Communicant dans l’Eglise : un métier en pleine mutation


Romain Marengo
délégué diocésain à la communication, diocèse de Besançon

 

Romain Marengo, responsable de la communication du diocèse de Besançon depuis fin 2005, est laïc, marié et père de trois enfants. Sa double formation de philosophe et de communicant colore de façon particulière son métier actuel et, sans doute, ses attentes en termes de communication d’Église.

 

Au service de la communion

Mon service ne consiste pas d’abord à informer et bien que 80 % de mon métier passe par l’écriture, je ne suis pas vraiment journaliste. Certes, je remplis la fonction d’attaché de presse de l’évêque, et suis donc en lien, permanent, avec les médias locaux. Mon rôle est plutôt de travailler au service de la communion et cela de deux façons : en reliant les personnes pour constituer une communauté, en reliant cette communauté au monde et à Dieu.
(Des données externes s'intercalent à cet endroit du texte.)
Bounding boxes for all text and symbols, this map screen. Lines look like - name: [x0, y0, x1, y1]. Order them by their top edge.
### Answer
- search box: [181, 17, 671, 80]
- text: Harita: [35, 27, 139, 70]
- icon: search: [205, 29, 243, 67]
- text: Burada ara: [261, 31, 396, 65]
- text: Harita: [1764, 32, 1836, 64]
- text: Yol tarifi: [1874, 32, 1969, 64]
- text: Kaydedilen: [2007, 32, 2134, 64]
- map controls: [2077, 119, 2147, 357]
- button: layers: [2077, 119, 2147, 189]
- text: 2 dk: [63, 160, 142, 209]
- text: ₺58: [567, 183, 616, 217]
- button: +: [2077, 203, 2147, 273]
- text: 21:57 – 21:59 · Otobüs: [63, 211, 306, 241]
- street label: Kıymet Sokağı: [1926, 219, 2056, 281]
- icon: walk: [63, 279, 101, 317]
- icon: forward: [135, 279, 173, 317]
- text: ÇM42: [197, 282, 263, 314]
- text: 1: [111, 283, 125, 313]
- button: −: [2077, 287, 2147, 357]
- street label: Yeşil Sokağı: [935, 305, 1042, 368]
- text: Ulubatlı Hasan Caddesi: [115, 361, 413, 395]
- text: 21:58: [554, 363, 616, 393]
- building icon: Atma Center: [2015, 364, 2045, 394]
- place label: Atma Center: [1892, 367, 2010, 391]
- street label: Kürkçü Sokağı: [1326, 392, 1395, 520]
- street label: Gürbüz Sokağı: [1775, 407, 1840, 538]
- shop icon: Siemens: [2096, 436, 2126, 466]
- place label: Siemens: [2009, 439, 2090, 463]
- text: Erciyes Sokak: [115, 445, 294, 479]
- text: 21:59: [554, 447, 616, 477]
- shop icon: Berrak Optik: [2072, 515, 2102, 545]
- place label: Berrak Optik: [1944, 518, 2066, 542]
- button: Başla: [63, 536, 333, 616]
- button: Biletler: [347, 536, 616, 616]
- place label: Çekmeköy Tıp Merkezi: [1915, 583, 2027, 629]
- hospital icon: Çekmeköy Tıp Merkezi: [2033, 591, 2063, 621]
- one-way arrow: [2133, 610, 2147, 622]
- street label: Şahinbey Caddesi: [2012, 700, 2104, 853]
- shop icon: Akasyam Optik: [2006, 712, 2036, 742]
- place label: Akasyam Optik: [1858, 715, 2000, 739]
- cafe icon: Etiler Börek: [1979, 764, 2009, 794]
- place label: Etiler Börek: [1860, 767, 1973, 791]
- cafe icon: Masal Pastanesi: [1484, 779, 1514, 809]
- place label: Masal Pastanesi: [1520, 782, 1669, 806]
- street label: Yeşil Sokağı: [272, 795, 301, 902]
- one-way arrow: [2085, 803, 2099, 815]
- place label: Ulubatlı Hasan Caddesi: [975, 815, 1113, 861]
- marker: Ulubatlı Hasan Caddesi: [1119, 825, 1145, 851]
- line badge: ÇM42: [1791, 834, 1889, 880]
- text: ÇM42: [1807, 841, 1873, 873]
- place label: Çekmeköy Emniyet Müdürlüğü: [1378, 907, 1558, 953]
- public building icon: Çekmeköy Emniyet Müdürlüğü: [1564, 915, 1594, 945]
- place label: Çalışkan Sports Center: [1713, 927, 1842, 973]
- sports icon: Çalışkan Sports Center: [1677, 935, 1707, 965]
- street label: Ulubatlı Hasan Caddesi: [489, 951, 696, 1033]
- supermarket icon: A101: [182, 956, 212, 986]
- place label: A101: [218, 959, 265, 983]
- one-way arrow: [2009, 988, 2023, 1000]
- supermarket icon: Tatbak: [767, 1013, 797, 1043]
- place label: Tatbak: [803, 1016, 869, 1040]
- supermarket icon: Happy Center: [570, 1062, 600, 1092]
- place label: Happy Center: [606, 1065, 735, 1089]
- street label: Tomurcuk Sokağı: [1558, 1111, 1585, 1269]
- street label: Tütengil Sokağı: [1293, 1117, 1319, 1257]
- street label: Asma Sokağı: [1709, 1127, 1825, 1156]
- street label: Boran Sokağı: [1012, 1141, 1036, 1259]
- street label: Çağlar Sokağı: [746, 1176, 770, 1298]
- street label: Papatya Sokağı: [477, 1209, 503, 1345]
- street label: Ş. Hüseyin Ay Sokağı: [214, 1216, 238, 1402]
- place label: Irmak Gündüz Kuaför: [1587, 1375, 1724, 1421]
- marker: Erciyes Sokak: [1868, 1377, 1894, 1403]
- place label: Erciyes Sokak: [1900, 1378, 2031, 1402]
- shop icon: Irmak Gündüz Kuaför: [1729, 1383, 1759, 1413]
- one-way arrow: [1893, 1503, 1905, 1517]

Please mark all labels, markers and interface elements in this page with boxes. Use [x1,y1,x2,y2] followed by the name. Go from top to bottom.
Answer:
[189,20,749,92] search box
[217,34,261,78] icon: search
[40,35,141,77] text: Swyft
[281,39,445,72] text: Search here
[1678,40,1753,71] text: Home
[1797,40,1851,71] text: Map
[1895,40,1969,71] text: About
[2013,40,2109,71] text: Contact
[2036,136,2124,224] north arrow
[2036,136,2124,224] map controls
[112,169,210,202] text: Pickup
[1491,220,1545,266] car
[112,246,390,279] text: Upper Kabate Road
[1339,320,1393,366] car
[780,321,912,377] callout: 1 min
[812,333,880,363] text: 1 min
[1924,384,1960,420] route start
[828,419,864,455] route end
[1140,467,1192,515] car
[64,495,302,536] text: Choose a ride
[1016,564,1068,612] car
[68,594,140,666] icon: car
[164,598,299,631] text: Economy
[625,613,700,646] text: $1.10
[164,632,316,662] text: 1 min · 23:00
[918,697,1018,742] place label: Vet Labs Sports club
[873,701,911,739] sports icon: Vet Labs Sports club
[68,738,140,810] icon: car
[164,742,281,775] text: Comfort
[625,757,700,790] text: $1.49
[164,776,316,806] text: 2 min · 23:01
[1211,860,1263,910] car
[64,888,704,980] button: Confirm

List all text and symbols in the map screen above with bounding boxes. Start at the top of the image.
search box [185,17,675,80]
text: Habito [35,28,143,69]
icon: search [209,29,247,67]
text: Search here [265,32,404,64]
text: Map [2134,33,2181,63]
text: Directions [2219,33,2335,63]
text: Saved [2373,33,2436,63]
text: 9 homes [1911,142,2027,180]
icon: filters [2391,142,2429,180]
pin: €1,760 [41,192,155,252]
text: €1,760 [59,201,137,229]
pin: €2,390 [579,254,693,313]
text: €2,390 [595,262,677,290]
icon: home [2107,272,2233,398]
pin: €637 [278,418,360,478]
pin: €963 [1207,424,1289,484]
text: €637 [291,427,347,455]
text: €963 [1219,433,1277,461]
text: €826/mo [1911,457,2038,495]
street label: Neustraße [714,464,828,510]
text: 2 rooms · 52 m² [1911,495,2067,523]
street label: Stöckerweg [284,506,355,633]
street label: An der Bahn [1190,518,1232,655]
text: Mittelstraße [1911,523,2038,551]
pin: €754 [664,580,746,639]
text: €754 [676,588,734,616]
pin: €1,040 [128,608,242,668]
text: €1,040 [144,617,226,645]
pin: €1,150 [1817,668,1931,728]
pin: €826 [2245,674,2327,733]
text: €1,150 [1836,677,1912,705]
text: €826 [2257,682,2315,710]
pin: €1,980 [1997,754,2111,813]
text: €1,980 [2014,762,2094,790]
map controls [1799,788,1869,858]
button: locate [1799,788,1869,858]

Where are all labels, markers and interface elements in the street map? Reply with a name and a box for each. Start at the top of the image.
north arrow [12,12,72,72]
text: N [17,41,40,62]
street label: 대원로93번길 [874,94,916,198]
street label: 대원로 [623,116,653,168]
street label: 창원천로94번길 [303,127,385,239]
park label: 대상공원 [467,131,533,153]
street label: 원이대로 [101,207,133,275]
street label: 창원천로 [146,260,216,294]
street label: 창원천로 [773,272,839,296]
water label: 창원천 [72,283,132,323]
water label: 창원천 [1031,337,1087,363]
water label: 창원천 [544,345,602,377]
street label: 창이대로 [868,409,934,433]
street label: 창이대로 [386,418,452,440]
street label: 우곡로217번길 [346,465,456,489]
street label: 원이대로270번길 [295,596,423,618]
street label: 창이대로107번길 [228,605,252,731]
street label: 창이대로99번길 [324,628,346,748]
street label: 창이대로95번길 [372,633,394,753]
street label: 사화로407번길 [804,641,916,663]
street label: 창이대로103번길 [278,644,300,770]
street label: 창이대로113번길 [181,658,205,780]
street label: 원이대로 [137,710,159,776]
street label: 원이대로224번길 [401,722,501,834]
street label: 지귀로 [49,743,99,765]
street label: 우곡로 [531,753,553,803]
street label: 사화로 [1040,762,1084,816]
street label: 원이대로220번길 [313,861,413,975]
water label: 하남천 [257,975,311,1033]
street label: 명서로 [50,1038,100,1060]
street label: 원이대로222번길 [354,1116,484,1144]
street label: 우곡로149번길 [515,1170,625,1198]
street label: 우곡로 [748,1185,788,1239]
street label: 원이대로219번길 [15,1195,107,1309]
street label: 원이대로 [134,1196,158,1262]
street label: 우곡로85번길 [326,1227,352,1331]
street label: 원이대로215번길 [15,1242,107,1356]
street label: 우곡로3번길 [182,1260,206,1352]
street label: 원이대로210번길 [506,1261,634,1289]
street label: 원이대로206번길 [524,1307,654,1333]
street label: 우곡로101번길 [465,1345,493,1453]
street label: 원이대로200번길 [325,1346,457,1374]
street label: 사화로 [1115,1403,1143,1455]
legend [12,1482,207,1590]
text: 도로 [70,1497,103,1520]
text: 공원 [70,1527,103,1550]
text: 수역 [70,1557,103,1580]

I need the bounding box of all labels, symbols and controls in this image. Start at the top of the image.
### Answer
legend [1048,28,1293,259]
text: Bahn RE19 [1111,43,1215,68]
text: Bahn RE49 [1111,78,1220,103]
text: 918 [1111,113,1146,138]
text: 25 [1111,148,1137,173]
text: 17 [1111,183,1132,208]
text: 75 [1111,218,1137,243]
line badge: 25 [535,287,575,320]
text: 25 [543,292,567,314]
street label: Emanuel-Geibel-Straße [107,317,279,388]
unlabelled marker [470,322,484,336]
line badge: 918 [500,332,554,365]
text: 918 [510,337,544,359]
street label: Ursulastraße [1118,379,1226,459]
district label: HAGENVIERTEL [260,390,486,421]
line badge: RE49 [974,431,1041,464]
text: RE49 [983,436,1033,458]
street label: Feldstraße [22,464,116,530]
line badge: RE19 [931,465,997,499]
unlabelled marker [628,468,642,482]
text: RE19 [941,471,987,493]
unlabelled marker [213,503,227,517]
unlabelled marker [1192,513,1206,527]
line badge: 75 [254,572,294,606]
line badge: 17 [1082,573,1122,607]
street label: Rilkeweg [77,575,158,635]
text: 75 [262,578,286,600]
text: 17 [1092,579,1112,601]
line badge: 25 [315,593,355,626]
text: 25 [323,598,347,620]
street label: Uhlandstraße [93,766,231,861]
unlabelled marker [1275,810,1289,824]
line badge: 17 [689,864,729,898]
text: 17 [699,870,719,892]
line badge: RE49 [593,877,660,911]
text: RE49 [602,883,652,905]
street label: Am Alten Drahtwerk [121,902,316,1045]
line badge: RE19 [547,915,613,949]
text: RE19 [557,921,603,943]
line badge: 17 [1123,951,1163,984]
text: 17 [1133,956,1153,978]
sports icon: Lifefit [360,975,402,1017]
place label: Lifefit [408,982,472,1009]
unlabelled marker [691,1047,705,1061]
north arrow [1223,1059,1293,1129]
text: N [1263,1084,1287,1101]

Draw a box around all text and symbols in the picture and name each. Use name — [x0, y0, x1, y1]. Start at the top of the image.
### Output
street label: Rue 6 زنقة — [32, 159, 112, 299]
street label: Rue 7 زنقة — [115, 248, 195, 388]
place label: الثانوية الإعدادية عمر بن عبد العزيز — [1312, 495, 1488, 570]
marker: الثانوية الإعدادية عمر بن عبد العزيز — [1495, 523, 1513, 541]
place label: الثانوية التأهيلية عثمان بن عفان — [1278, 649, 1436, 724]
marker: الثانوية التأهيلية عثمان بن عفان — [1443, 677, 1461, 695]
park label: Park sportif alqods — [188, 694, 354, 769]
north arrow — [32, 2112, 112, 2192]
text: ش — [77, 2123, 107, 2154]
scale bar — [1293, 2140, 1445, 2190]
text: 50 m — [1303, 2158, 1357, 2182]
Un peu comme une nervure de feuille, je dois laisser passer la sève, la vie, entre les branches et les feuilles. Les branches, ce sont les responsables d’Église locaux, les feuilles, ce sont les personnes en lien avec cette Église ; le tronc, c’est l’Église universelle, le sol, c’est le monde, la sève, c’est Dieu. Au quotidien, je me dois donc d’être un lien vivant, ou plutôt un carrefour de liens, voire un connecteur de liens entre différents groupes en Église et hors Église. Dans le monde informatique, il existe des appareils appelés switches, qui permettent de relier les différentes composantes d’un réseau entre elles, et de relier ensuite différents réseaux entre eux. Je raisonne dans une logique de réseaux, et je « résonne » par capillarité, de proche en proche, du singulier à l’universel (et inversement). S’il fallait résumer le métier de communicant en un mot, ce serait médiateur.

 

À nouveau métier, nouveau profil !

L’originalité de cette fonction de médiateur, qui me place au cœur de la vie du diocèse, est de m’obliger à la polyvalence. Il me faut être un peu journaliste, attaché de presse, consultant, traducteur, interprète, psychologue, commercial… Le vicaire général, qui me suivait encore récemment (il est maintenant appelé à d’autres fonctions dans l’Église), avançait que ma mission ressemblait à celle d’un vicaire général. Elle demande de nombreuses capacités : mettre en œuvre une communication de crise engageant tout un diocèse, jongler avec des détails pratiques liés à l’organisation d’un événement, connaître les cent cinquante organismes diocésains et leurs référents, et être en lien étroit avec le directoire épiscopal. C’est un travail sensible, où il faut du discernement et de l’expérience. Habituellement, le responsable communication du diocèse, plutôt un prêtre au CV bien garni, recevait le titre de DEI, délégué épiscopal à l’information. Son rôle était d’abord celui d’un attaché de presse épiscopal. Il devait amplifier les informations et les rendre accessibles à tous. Muni d’une solide connaissance de l’Église, il se formait sur le tard aux nouvelles technologies, parfois avec bonheur. Désormais, un nouveau profil de communicant ecclésial émerge, notamment à l’échelon diocésain et pour deux raisons majeures.

 

Le savoir, c’est bien, le faire-savoir c’est mieux…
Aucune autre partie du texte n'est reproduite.